• _WORK TO COMPLETE_
The lines below, all of them, should be returned exactly as they appear.

• _SOURCE MATERIAL_
▬▬▬▬▬▬

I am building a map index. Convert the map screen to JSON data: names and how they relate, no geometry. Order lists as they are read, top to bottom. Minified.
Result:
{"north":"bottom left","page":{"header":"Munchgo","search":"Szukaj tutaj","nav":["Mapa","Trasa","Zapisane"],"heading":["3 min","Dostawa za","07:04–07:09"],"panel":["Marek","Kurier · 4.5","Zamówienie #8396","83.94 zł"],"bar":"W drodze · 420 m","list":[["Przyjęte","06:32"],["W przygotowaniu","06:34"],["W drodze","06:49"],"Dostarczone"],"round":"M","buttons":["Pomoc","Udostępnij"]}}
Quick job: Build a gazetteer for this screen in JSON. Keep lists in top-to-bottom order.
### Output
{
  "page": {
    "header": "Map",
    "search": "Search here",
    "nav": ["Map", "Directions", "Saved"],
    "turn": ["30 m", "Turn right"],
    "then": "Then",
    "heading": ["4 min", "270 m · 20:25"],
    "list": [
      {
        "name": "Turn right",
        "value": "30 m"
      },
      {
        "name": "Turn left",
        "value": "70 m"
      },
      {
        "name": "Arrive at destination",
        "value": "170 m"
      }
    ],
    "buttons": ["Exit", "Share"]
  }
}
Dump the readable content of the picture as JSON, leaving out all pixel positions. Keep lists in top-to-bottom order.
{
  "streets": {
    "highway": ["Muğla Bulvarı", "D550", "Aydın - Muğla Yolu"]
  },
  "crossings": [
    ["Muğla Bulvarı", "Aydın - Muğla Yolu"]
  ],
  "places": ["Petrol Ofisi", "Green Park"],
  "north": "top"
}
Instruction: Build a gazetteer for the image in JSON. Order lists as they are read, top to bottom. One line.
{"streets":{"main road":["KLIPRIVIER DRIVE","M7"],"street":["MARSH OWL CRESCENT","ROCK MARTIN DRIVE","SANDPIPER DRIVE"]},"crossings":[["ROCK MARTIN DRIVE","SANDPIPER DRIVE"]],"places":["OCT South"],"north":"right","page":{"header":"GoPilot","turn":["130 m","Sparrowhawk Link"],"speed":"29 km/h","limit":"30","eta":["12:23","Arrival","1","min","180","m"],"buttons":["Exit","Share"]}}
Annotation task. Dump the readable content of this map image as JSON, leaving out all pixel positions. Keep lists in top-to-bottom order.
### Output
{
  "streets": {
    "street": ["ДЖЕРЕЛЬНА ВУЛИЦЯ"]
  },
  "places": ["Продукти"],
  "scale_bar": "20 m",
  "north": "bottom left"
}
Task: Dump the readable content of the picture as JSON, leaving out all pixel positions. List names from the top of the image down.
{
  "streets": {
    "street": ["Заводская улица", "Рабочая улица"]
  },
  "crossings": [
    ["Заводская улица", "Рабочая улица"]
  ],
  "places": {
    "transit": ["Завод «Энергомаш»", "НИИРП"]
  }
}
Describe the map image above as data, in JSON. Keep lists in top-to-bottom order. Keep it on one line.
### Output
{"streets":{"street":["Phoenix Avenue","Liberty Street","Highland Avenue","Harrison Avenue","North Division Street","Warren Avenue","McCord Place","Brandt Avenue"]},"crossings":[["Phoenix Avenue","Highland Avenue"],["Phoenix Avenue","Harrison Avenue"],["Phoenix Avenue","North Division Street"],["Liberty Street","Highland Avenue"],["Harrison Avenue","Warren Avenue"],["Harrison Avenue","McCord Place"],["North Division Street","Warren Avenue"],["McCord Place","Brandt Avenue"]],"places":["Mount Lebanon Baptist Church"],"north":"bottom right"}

▬▬▬▬▬▬

• _RESPONSE TO THE EXERCISE_
I am building a map index. Convert the map screen to JSON data: names and how they relate, no geometry. Order lists as they are read, top to bottom. Minified.
Result:
{"north":"bottom left","page":{"header":"Munchgo","search":"Szukaj tutaj","nav":["Mapa","Trasa","Zapisane"],"heading":["3 min","Dostawa za","07:04–07:09"],"panel":["Marek","Kurier · 4.5","Zamówienie #8396","83.94 zł"],"bar":"W drodze · 420 m","list":[["Przyjęte","06:32"],["W przygotowaniu","06:34"],["W drodze","06:49"],"Dostarczone"],"round":"M","buttons":["Pomoc","Udostępnij"]}}
Quick job: Build a gazetteer for this screen in JSON. Keep lists in top-to-bottom order.
### Output
{
  "page": {
    "header": "Map",
    "search": "Search here",
    "nav": ["Map", "Directions", "Saved"],
    "turn": ["30 m", "Turn right"],
    "then": "Then",
    "heading": ["4 min", "270 m · 20:25"],
    "list": [
      {
        "name": "Turn right",
        "value": "30 m"
      },
      {
        "name": "Turn left",
        "value": "70 m"
      },
      {
        "name": "Arrive at destination",
        "value": "170 m"
      }
    ],
    "buttons": ["Exit", "Share"]
  }
}
Dump the readable content of the picture as JSON, leaving out all pixel positions. Keep lists in top-to-bottom order.
{
  "streets": {
    "highway": ["Muğla Bulvarı", "D550", "Aydın - Muğla Yolu"]
  },
  "crossings": [
    ["Muğla Bulvarı", "Aydın - Muğla Yolu"]
  ],
  "places": ["Petrol Ofisi", "Green Park"],
  "north": "top"
}
Instruction: Build a gazetteer for the image in JSON. Order lists as they are read, top to bottom. One line.
{"streets":{"main road":["KLIPRIVIER DRIVE","M7"],"street":["MARSH OWL CRESCENT","ROCK MARTIN DRIVE","SANDPIPER DRIVE"]},"crossings":[["ROCK MARTIN DRIVE","SANDPIPER DRIVE"]],"places":["OCT South"],"north":"right","page":{"header":"GoPilot","turn":["130 m","Sparrowhawk Link"],"speed":"29 km/h","limit":"30","eta":["12:23","Arrival","1","min","180","m"],"buttons":["Exit","Share"]}}
Annotation task. Dump the readable content of this map image as JSON, leaving out all pixel positions. Keep lists in top-to-bottom order.
### Output
{
  "streets": {
    "street": ["ДЖЕРЕЛЬНА ВУЛИЦЯ"]
  },
  "places": ["Продукти"],
  "scale_bar": "20 m",
  "north": "bottom left"
}
Task: Dump the readable content of the picture as JSON, leaving out all pixel positions. List names from the top of the image down.
{
  "streets": {
    "street": ["Заводская улица", "Рабочая улица"]
  },
  "crossings": [
    ["Заводская улица", "Рабочая улица"]
  ],
  "places": {
    "transit": ["Завод «Энергомаш»", "НИИРП"]
  }
}
Describe the map image above as data, in JSON. Keep lists in top-to-bottom order. Keep it on one line.
### Output
{"streets":{"street":["Phoenix Avenue","Liberty Street","Highland Avenue","Harrison Avenue","North Division Street","Warren Avenue","McCord Place","Brandt Avenue"]},"crossings":[["Phoenix Avenue","Highland Avenue"],["Phoenix Avenue","Harrison Avenue"],["Phoenix Avenue","North Division Street"],["Liberty Street","Highland Avenue"],["Harrison Avenue","Warren Avenue"],["Harrison Avenue","McCord Place"],["North Division Street","Warren Avenue"],["McCord Place","Brandt Avenue"]],"places":["Mount Lebanon Baptist Church"],"north":"bottom right"}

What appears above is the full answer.